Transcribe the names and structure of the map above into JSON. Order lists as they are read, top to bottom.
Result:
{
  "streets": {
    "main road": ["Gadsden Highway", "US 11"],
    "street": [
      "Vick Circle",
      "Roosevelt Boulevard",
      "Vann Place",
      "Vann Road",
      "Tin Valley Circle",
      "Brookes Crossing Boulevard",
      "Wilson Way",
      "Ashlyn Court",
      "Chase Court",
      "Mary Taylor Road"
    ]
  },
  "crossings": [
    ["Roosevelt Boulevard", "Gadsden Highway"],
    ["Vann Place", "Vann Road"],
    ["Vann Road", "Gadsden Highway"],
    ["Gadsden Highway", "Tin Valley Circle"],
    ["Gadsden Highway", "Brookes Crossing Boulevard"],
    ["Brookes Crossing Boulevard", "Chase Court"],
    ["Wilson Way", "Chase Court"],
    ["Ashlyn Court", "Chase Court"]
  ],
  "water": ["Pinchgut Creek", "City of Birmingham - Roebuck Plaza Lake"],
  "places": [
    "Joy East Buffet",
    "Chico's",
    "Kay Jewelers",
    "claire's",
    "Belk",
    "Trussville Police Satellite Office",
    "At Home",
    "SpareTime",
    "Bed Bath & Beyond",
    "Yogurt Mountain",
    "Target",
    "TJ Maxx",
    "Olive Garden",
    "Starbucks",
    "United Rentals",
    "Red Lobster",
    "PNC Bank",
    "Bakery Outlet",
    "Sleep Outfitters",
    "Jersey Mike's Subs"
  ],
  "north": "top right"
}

+++

PROBLEM DESCRIPTION => The complete listing, unchanged, is the expected answer.

SOLUTION FOR THIS TASK =>
Transcribe the names and structure of the map above into JSON. Order lists as they are read, top to bottom.
Result:
{
  "streets": {
    "main road": ["Gadsden Highway", "US 11"],
    "street": [
      "Vick Circle",
      "Roosevelt Boulevard",
      "Vann Place",
      "Vann Road",
      "Tin Valley Circle",
      "Brookes Crossing Boulevard",
      "Wilson Way",
      "Ashlyn Court",
      "Chase Court",
      "Mary Taylor Road"
    ]
  },
  "crossings": [
    ["Roosevelt Boulevard", "Gadsden Highway"],
    ["Vann Place", "Vann Road"],
    ["Vann Road", "Gadsden Highway"],
    ["Gadsden Highway", "Tin Valley Circle"],
    ["Gadsden Highway", "Brookes Crossing Boulevard"],
    ["Brookes Crossing Boulevard", "Chase Court"],
    ["Wilson Way", "Chase Court"],
    ["Ashlyn Court", "Chase Court"]
  ],
  "water": ["Pinchgut Creek", "City of Birmingham - Roebuck Plaza Lake"],
  "places": [
    "Joy East Buffet",
    "Chico's",
    "Kay Jewelers",
    "claire's",
    "Belk",
    "Trussville Police Satellite Office",
    "At Home",
    "SpareTime",
    "Bed Bath & Beyond",
    "Yogurt Mountain",
    "Target",
    "TJ Maxx",
    "Olive Garden",
    "Starbucks",
    "United Rentals",
    "Red Lobster",
    "PNC Bank",
    "Bakery Outlet",
    "Sleep Outfitters",
    "Jersey Mike's Subs"
  ],
  "north": "top right"
}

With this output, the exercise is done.